_Aim of the exercise_
Print the listing in its entirety and exactly, leaving out images.

_Recorded information_
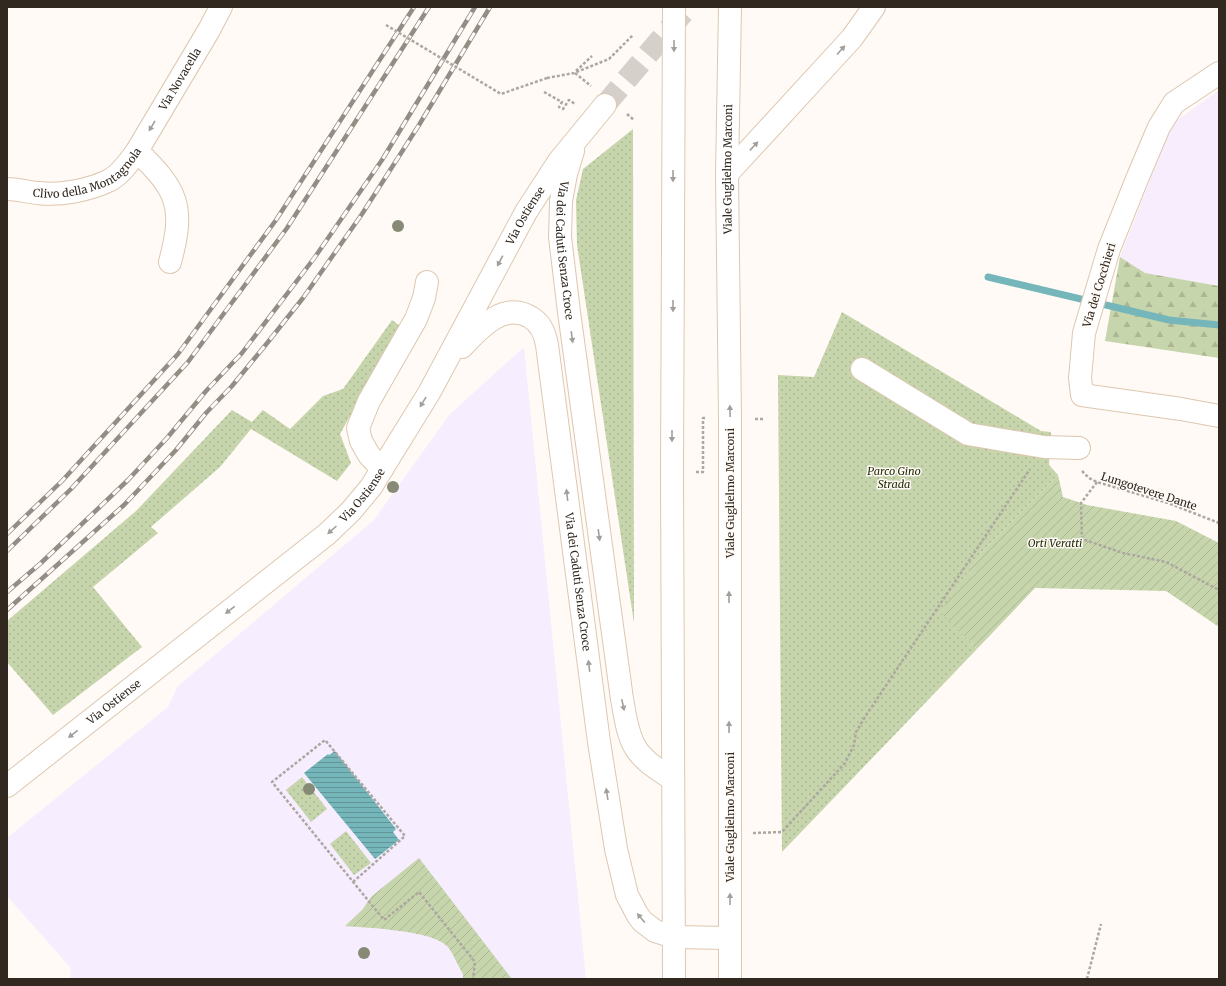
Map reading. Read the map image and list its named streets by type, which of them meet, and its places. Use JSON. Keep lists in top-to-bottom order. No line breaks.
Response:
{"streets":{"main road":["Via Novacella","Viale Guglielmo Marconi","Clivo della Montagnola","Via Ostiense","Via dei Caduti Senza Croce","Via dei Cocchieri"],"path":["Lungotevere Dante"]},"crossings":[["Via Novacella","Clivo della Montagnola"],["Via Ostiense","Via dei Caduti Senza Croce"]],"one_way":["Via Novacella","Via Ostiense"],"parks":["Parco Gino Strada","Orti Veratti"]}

_Response_
Map reading. Read the map image and list its named streets by type, which of them meet, and its places. Use JSON. Keep lists in top-to-bottom order. No line breaks.
Response:
{"streets":{"main road":["Via Novacella","Viale Guglielmo Marconi","Clivo della Montagnola","Via Ostiense","Via dei Caduti Senza Croce","Via dei Cocchieri"],"path":["Lungotevere Dante"]},"crossings":[["Via Novacella","Clivo della Montagnola"],["Via Ostiense","Via dei Caduti Senza Croce"]],"one_way":["Via Novacella","Via Ostiense"],"parks":["Parco Gino Strada","Orti Veratti"]}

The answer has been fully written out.